Vail Daily editorial: Best choices for Eagle |

Vail Daily editorial: Best choices for Eagle

the Vail Daily Editorial Board

As you’re no doubt aware, the Eagle Town Board over the past year and change has sailed stormy seas, due mostly to, well … it’s hard to say, really. The fact, though, is that the current board has almost tried to take a torch to the public’s trust.

Let’s start with the state ethics investigation of a developer-paid trip to Florida by two board members. Both those members violated state law and were forced to repay the cost of the trip. But the cost to their, and the board’s, credibility will be harder to repay.

The board also cost itself much public trust with the ham-handed way it mishandled the suspension, then demanded-resignation of, former Town Manager Jon Stavney. Really, wouldn’t it have been easier to wait a few months until the board’s bi-annual reappointment of town officials?

Following hot on the heels of that great moment in foot-shooting came the board’s ill-considered rush to replace Stavney. It looks like the next board will actually offer a contract to one of the current candidates, which would be the ideal path out of this mess, but not for lack of effort on the part of the current group. We’ll give the current board credit for starting the hiring process and being just wise enough to hire Chris Moffet as an able consultant. She and fellow consultant Angelo Fernandez have done a terrific job, no question.

While the field of candidates for the April 5 election thinned once the most troublesome board members declined to run, there are still some choices to be made.

Mayor-in-waiting Anne McKibbin will be a major upgrade from incumbent Yuri Kostick, who declined to seek another term in the seat. While McKibbin’s defense of the current board’s speed-dating style of town manager search is baffling, she’ll bring a steady hand on the gavel. Eagle’s mayor is more of a first among equals position, so she’ll be fine in the job.

It’s also relatively easy to pick four of the five remaining candidates.

Kevin Brubeck, the only incumbent running, stumbled with the rest of the board in its unanimous decision to suspend Stavney. But Brubeck voted against accepting Stavney’s resignation. It’s clear he wished the affair had been handled better.

Those who know Brubeck know he’s thoughtful and careful with his words and actions. He’s been a fixture in the community for decades and truly has the town’s best interests in mind — something that’s true of all these candidates.
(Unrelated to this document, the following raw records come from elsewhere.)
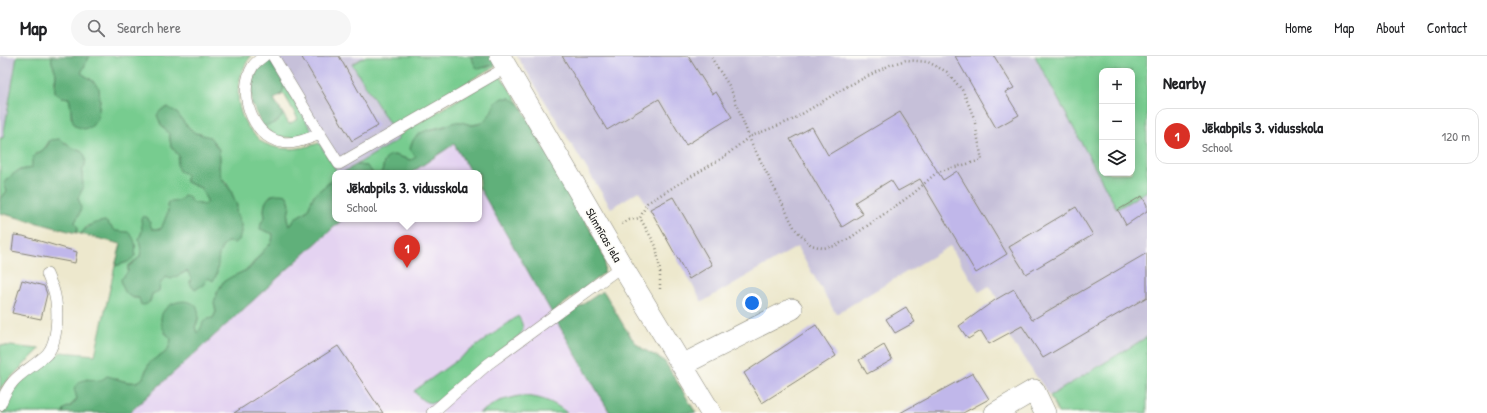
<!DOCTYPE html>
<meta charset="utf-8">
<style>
body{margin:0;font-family:"Patrick Hand",sans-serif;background:#f6f6f6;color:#202124}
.controls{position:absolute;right:12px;top:12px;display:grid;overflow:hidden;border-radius:8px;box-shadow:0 2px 10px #0003}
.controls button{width:36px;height:36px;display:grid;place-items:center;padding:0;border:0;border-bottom:1px solid #e0e0e0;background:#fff;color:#202124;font:20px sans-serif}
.you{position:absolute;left:752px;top:247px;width:14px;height:14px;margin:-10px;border:3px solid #fff;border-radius:50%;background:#1a73e8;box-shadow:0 0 0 6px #1a73e833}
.badge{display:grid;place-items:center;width:26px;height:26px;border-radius:50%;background:#d93025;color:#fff;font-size:13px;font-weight:700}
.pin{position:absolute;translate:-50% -33px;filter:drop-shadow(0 1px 2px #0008)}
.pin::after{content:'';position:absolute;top:21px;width:14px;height:12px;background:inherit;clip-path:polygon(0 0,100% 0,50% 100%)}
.popup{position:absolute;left:332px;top:114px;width:150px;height:52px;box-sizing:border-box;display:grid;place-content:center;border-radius:8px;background:#fff;filter:drop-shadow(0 1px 3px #0005);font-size:13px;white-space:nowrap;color:#757577}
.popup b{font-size:15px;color:#202124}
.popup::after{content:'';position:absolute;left:50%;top:100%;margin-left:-8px;border:8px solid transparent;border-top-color:#fff}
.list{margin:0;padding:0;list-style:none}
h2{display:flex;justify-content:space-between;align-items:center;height:52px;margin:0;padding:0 16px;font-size:17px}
h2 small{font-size:13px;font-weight:400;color:#757577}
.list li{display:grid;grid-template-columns:26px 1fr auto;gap:12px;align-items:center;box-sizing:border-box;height:56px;margin:0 8px 8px;padding:0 8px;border:1px solid #e0e0e0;border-radius:12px}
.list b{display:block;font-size:15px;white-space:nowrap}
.list p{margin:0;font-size:13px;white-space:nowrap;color:#757577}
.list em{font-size:13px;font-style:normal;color:#757577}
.icon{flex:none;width:22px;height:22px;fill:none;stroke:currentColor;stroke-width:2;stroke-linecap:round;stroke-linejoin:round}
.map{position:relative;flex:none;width:1147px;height:357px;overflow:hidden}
header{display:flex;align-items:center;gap:24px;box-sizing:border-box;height:56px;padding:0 20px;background:#fff;border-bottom:1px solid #e0e0e0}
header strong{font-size:19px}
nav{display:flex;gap:22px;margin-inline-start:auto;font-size:14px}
.search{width:280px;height:36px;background:#f6f6f6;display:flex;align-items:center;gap:10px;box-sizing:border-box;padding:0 14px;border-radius:22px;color:#757577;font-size:15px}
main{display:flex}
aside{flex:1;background:#fff}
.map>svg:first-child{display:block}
</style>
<header>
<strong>Map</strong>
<div class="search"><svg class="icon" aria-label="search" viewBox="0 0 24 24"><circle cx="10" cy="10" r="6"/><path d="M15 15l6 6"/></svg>Search here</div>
<nav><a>Home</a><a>Map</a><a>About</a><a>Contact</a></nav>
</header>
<main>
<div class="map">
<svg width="1147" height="357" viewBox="0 0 1147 357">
<rect width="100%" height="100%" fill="#fdfcf7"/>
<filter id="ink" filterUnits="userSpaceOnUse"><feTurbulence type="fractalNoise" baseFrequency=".025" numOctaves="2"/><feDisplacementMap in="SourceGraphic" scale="8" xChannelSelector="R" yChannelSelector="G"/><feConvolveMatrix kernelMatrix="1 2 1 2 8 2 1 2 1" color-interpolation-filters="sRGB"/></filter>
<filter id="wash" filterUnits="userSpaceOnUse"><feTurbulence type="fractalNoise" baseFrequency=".012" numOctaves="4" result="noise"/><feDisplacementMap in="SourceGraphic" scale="16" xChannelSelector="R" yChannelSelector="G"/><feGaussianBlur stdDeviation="0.9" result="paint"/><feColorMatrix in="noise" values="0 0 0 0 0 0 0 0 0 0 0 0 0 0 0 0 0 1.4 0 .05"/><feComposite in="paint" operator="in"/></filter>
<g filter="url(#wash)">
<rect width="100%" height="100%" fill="#ede8cd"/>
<path fill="#e4d3f1" d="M454,88L471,117H411Z
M479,131L610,357H129L343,163H479Z"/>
<path fill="#c6c0d9" d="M0,0H17L3,82H0Z
M267,0H366L352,8L399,83L342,117H338Z
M517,0H1035L1117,152L1147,135V281L1050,340L1009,281V260L989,230L979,236L950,190L836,258L797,191L702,246L639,135L611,152Z"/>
<path fill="#77cc8f" stroke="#4a7456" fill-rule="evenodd" d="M17,0H52C50,7 56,13 56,19C56,22 54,26 54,29L62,41L69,42L71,51V62H98L100,43L93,25L81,17L88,3L89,0H251C233,24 233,59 256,80C259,83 262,87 266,88C284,96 301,93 319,87L338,117H335V122L314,139L307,155L295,162L292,168L288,170C285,157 295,150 286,139H271C264,147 263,152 265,161L261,167L273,178L272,186L264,194L248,213L223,226L217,237L214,247L216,256L213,262L197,277L195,271L199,263L164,276L171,283C169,298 161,298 151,308C150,309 147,311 147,312C144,317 145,322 139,325C133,328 121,325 116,322L100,325L86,323C80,336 77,348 64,353L63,357H2L7,344L18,328L61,296L95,299L115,210L128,206L116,175L105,165L87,170L81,178L76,177L77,172L75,166C81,156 82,152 78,142L83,132L82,115L85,110L81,94L72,92L67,87L50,84L44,93L35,98L32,112L19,114L7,135L0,144V82H3ZM174,54L185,68L195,77L201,78L215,87L219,94L220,103L219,111L221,121L226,126L231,135L237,150L236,157L239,162L241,176L239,184L234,186H227C217,194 217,208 216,220L208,222L203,229L190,227L191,221L187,215L180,219L166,221L152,238L150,246L139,242H133L121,224L128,216V210L140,201L141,194L139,183L142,175L152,173H162L168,156L167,149L181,144L184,140H188L191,146L204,149L207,146C206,140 202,137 201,132L186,126V118L177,108L179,100L171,90L169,78L161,69Z
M366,0H471V2L486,12L495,8V11L481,18L392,72L352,8Z
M1035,0H1147V135L1117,153ZM1102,15H1132V117H1102Z
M501,21L520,48L495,47L490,60L482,67L472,69L460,66L453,67L444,70L428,74L417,101L411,104L394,99L384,106L382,117H373L367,110L356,109L399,83L397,80L494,22Z
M284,28L313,77L292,82L276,80L262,70C270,69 280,66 283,58L289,68L298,63L284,38L280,40L284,32Z
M518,260C522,266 525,272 520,279L438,346C426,349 421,344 414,335Z
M1147,281V357H1058L1050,340Z
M0,289L40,293L2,330L0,335Z
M519,340C538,340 553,345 567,357H479L499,345Z"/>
<path fill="#61b07a" stroke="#3e664b" d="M52,0H89L88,3L81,17L93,25L99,32L100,43L98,62L91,71L84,73L75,70C70,61 72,52 69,42L62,41L55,36C54,30 56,25 56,19C56,13 50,7 52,0Z
M471,0H494L495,8L479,13L475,10Z
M268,1L284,28C284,35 281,40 274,43L283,58C279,67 271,69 262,70L251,46L252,24L261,8Z
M503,42H510L520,48L599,189L605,205L604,217L552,257L479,131V117H471L454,88L411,117H382L384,106L388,100L394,99L411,104L416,101L410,93C414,74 427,75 443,71C449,69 454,65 460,66C464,66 468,69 473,69C486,68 491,58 495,47Z
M168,51L177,57L185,68L195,77L210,81L219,94L220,103L219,111L221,121L231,135L237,150L236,157L241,168V176L239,184L234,187L227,186C213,197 222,214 213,225L208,222L203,229L196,233L192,231L190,227L191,221L187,215L171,223L166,221L160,228L159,235L152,238C150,246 149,249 141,249L139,242C126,242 123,235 121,223L128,216V211L140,201L141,194L139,183L142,175L141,162L144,160L148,162L152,173H161L168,156L167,149L168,146C175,146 179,146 184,140H188L191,146L204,149L207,146C206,140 202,137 201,132L186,126V118L179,115L177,108L179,100L171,90L169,78L161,69L157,59L161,54Z
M59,83C65,86 67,89 72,92C75,93 79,93 81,95C88,101 86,109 82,115L83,132L78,142C83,153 81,155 75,166L78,172L76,177L0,157V144L7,135L4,128C13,116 17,114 32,112C31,97 35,101 44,93C47,91 49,87 50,84Z
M356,109L367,110L373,117H342Z
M335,122V163H343L129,357H63L64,353L71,350L77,343L74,332C83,321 88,323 100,325L107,320C117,322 126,328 136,326C144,325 144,318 147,312C152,297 168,305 171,283C133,245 216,227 195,271L197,277C205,270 199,263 213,262L216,256L214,247L217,237L223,226L231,221L249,213L264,194L272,186L273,178L260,173L261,167L265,161C262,145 269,135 286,139C295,151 284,158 289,170L292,168L295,162L307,155L314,139Z
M105,165L116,175L128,176C136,183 136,189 135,200L128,206L115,210L121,188L81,178C89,168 93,167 105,165Z
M601,236H604C613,250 625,275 636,287C644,296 656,298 665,306L696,357H610L557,266Z"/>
<g id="blocks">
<path fill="#c0b7ea" d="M301,0H339L378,70L352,85Z
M562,0H688L712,38L716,36L732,61L686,89L659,43L607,74Z
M955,0H994L1014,32L1005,36L1019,59L996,72Z
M900,56L943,124L957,115L1007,198L976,217L920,123L898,135L891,124L855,146L863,158L842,171L790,83L812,71L828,99Z
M1142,140L1147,149V155L1126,169L1118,154Z
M673,141L712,209L689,223L650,153Z
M1076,151L1093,179L1026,218L1009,191Z
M14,179L23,180L77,196L75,207L12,195Z
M1147,197V241L1043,302L1022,270L989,288L981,275L968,283L959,270L995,244L1014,233L1032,264Z
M22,224L44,230L47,238L41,263L12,257Z
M906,251L915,266L895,277L886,263Z
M816,269L836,300L762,347L744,317Z
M884,289L892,304L867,318L859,304Z
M338,290L383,357H234Z
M973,317L989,343L963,357H900Z"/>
</g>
</g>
<g filter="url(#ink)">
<use href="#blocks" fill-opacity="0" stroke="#848274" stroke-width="1"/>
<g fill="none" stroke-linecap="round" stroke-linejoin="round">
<g stroke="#848274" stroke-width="12">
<path id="lane" d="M264,0C260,3 255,7 253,10C237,35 251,80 281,86C294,89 309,82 320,78L339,108L507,11
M273,0L320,78
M0,349C12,318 23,319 45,300C59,288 59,250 53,232C51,228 49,223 47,218
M432,357L488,308L622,210"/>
</g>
<g stroke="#848274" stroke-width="22">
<path id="street" d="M500,0L622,210L711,357
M682,309L792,253
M995,357L1034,334L1045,357"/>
</g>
<path stroke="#848274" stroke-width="2.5" stroke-dasharray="1 3" stroke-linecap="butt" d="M622,168L629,164L640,162
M660,233V214L656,190L640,162L647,147L724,101L749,81L792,64L848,30L890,9L906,4L928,6L947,16L963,35L974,62L982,104L937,116L914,137L850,182L835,190L823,192L811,189L795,173L751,86L749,81L730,31L710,0"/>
<use href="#lane" stroke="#fff" stroke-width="11"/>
<use href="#street" stroke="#fff" stroke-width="21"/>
</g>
</g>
<g text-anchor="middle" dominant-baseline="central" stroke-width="3.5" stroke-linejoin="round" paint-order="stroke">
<g font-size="12" fill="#1c1c1c" stroke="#fdfcf7">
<text transform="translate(604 179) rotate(60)">Slimnīcas iela</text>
</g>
</g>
</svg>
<div class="controls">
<button>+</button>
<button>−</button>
<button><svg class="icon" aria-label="layers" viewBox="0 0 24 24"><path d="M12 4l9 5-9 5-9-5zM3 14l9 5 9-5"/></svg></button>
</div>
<div class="you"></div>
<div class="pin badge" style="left:407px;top:212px">1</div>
<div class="popup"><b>Jēkabpils 3. vidusskola</b>School</div>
</div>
<aside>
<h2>Nearby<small></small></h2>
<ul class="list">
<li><span class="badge">1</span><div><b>Jēkabpils 3. vidusskola</b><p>School</p></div><em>120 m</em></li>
</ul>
</aside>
</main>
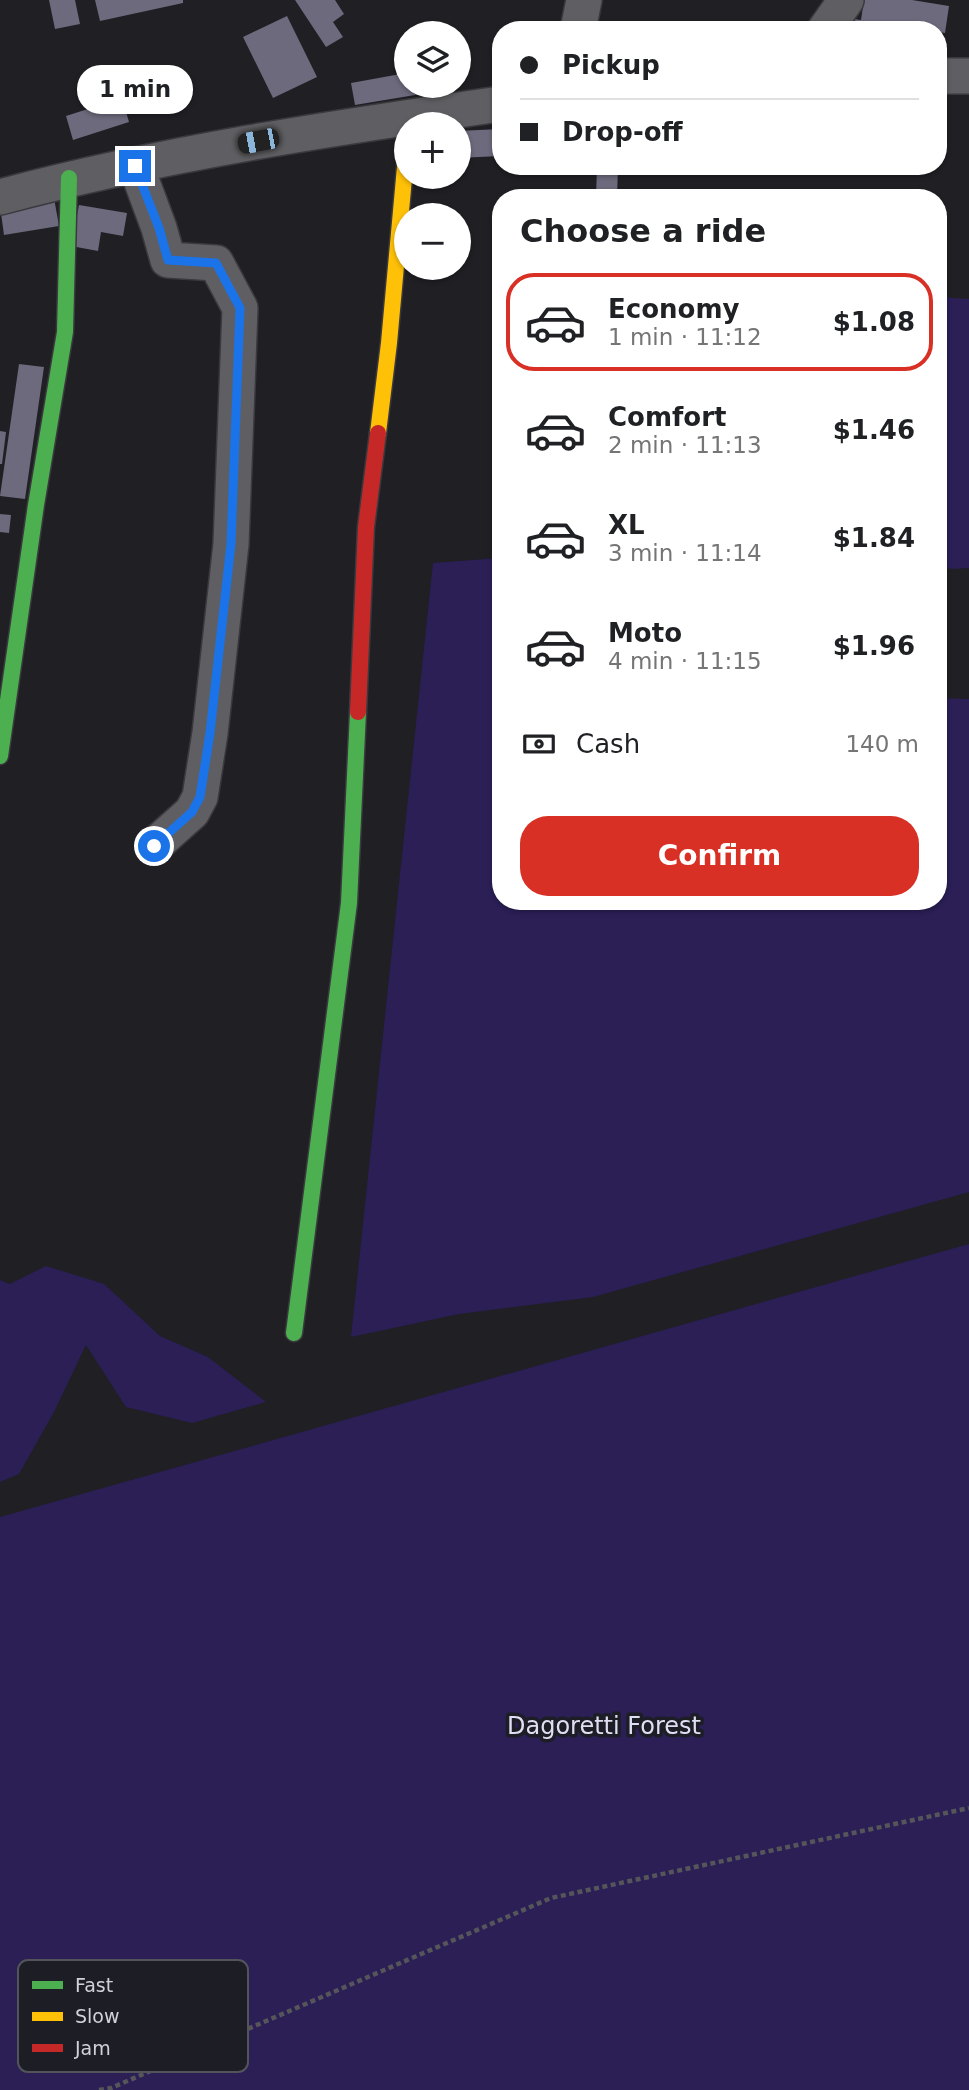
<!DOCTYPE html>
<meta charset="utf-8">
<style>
body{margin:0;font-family:"DejaVu Sans",sans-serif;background:#f2f2f2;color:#202124;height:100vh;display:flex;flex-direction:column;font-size:26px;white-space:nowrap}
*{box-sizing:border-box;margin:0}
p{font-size:23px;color:#757577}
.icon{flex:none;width:38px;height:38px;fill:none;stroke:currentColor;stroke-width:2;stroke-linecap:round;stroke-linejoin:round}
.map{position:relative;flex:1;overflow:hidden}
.drawer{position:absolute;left:492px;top:189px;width:455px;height:721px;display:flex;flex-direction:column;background:#fff;border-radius:28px;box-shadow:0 2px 5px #0004}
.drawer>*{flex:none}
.hud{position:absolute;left:492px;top:21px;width:455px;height:154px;border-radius:28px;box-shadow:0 2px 5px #0004;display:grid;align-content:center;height:154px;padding:0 28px;background:#fff}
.tools{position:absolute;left:394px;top:21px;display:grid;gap:14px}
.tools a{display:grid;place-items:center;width:77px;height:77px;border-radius:50%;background:#fff;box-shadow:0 2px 5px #0004;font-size:35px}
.end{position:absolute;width:32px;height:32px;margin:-16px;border:9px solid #1a73e8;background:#fff;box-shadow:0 0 0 4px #fff}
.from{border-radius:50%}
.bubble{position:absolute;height:49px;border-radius:24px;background:#fff;box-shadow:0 2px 5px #0004;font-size:23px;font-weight:700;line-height:49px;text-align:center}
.car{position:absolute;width:21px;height:42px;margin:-21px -10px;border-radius:9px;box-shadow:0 0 5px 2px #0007;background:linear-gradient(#222 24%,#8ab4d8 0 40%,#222 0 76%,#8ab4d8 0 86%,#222 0)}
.hud b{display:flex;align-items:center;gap:24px;height:66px;font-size:26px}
.hud b+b{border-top:2px solid #e0e0e0}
.hud i{width:18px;height:18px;background:#202124}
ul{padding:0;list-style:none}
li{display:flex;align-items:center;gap:21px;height:98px;margin:0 14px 10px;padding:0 14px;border:4px solid transparent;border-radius:28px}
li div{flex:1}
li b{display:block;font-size:26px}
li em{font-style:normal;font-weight:700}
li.selected{border-color:#d93025}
li>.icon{width:63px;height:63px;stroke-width:1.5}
h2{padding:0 28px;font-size:32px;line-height:84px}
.pay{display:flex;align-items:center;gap:18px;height:77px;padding:0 28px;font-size:26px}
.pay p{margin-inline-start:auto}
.primary-button{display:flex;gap:14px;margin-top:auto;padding:14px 28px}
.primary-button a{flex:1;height:80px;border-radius:28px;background:#d93025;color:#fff;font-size:28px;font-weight:700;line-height:80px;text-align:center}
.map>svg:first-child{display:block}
.green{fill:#2b1f56}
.building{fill:#6c6a7c}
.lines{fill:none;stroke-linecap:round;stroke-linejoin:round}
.street-casing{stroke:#39393e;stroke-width:38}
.fast-casing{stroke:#39393e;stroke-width:19}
.slow-casing{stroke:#39393e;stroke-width:19}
.jam-casing{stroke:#39393e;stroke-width:19}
.path{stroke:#56565a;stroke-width:4.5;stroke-dasharray:5 3.5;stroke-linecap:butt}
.street{stroke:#5f5f63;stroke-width:35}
.fast{stroke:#4caf50;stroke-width:16}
.slow{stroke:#ffc107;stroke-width:16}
.jam{stroke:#c62828;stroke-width:16}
.route{stroke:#1a73e8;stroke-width:9}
.labels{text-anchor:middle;stroke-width:7;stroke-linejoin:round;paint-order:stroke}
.park-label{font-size:24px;fill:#dfdef3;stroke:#1d1d26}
.key{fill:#1d1d26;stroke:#53535b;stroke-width:2}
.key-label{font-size:19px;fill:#d2d1d8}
</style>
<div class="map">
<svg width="969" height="2090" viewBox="0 0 969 2090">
<rect width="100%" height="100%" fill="#1f1f24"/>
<path class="green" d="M938,297L969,299V568L952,569L938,566Z
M500,558V901H938V698L969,699V1192L593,1297L459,1314L351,1337L433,563Z
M969,1244V2090H0V1517Z
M46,1266L104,1284L160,1336L208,1357L266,1402L192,1423L126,1407L86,1345L54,1412L19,1474L0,1482V1280L10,1284Z"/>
<path class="building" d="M49,0H75L80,24L55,29Z
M95,0H183V3L100,21Z
M295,0H335L344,14L333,22L343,37L326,47Z
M864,0H912L949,6L945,33L891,24L890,30H846L848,18L861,20Z
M287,16L317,77L273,98L243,37Z
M406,73V86H432L433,92L355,105L351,83Z
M122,98L129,122L73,140L66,116Z
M500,129V156L458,158V131Z
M597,166H618L617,198H596Z
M54,198L59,226L4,235L0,206Z
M79,205L127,213L123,236L101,232L98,251L71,246Z
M19,364L44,367L25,499L0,496Z
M0,431L6,432L2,464H0Z
M0,514L11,515L9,533L0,532Z"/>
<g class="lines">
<g class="street-casing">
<path id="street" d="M578,30L584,0
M825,30L846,0
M938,76H969
M136,166L159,228L168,260L216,263L240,308L231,544L210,733L200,797L192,812L154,846
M0,197C164,153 333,128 500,104"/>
</g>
<g class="fast-casing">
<path id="fast" d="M0,756L36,505L65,332L69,178
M294,1333L349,903L358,712"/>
</g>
<g class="slow-casing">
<path id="slow" d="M378,433L389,343L406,156"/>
</g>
<g class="jam-casing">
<path id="jam" d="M358,712L366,527L378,433"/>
</g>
<path class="path" d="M99,2090L111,2088L551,1898L969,1808"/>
<use href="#street" class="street"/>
<use href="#fast" class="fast"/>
<use href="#slow" class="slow"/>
<use href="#jam" class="jam"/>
</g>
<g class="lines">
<path class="route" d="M135,166L159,228L168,260L216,263L240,308L231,544L210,733L200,797L192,812L154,846"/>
</g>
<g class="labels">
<g class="park-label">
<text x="604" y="1734">Dagoretti Forest</text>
</g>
</g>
<rect x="18" y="1960" width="230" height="112" rx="10" class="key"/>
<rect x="32" y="1981" width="31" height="8" fill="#4caf50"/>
<rect x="32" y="2012" width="31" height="9" fill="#ffc107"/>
<rect x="32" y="2044" width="31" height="8" fill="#c62828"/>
<g class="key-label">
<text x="75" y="1992">Fast</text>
<text x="75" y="2023">Slow</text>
<text x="75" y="2055">Jam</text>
</g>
</svg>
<div class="tools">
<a><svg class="icon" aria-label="layers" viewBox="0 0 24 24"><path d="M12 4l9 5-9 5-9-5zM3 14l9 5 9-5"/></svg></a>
<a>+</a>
<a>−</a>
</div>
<i class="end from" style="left:154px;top:846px"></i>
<i class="end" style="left:135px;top:166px"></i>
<div class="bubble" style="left:77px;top:65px;width:116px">1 min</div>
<i class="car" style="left:258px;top:141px;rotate:259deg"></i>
<div class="hud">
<b><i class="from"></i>Pickup</b>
<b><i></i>Drop-off</b>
</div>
<section class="drawer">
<h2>Choose a ride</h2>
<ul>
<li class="selected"><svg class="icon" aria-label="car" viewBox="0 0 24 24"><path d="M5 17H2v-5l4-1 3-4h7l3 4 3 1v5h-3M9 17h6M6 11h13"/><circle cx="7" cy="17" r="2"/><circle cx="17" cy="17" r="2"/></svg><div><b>Economy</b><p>1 min · 11:12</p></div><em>$1.08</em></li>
<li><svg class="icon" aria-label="car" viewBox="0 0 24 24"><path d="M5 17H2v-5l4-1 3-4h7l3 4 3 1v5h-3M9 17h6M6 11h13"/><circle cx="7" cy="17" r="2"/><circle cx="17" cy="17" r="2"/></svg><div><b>Comfort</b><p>2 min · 11:13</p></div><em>$1.46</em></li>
<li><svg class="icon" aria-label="car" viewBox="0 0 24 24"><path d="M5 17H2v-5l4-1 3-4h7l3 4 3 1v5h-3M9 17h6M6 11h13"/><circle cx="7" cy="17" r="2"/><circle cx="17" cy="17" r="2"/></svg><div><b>XL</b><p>3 min · 11:14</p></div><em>$1.84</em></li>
<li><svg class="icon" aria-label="car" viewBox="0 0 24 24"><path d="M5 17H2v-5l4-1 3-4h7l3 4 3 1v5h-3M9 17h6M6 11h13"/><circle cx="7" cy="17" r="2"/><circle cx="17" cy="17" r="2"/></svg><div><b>Moto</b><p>4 min · 11:15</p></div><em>$1.96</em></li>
</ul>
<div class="pay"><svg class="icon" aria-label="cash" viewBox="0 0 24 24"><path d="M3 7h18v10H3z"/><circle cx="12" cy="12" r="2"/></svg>Cash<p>140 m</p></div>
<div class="primary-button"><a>Confirm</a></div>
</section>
</div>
We’d expect Mikel “Pappy” Kerst to be more vocal in his opinions. He’s not shy about sharing his views about the failures of the current board. We expect him to be a strong voice in issues ranging from the river park to pending future developments. His experience in town and on the board will be welcome.

Paul Witt, another former board member, has applied twice to fill vacancies on the board and finished just out of the running for an elected seat two years ago. We’re confident Witt would have shown more leadership to avoid the nonsense with Stavney had he been on the board the past two years.

Witt has kept himself informed about the issues facing the town and, like the other candidates we’re endorsing here, will bring solid knowledge about what residents should expect from developers, as well as the nuts-and-bolts details of the town’s infrastructure.

The town in the next few years will build a new water treatment near the confluence of Brush Creek and the Eagle River. It is also involved with the town of Gypsum in discussions about the best way to take control of U.S. Highway 6 from the Colorado Department of Transportation.

Neither issue is sexy, but both are crucially important to the town’s future.

That brings us to the two true newcomers among the candidates, Max Schmidt and Matt Solomon.

Solomon impressed our editorial board with his grasp of both controversial and mundane issues. As the owner of a retail shop in town, Solomon is no fan of the proposed sales tax increase. But he seems to have a solid focus on the future, and is willing to accept the will of voters moving forward, and is willing to make the park a reality, no matter the fate of the sales tax proposal.

He’ll make a good trustee.

Schmidt was appointed to the Eagle Planning and Zoning Commission in December and is still learning the finer points of the complexities of the town’s processes.

Schmidt speaks for those in town who believe that Eagle is unwise to seek more tourist dollars and worries that longtime residents won’t like what they see as the town moves toward a more recreation-based economy.

There’s always a constituency for “enough is enough,” and that’s fine, but, in our view Schmidt needs a little more time in town hall before he can express to voters what “enough” really is.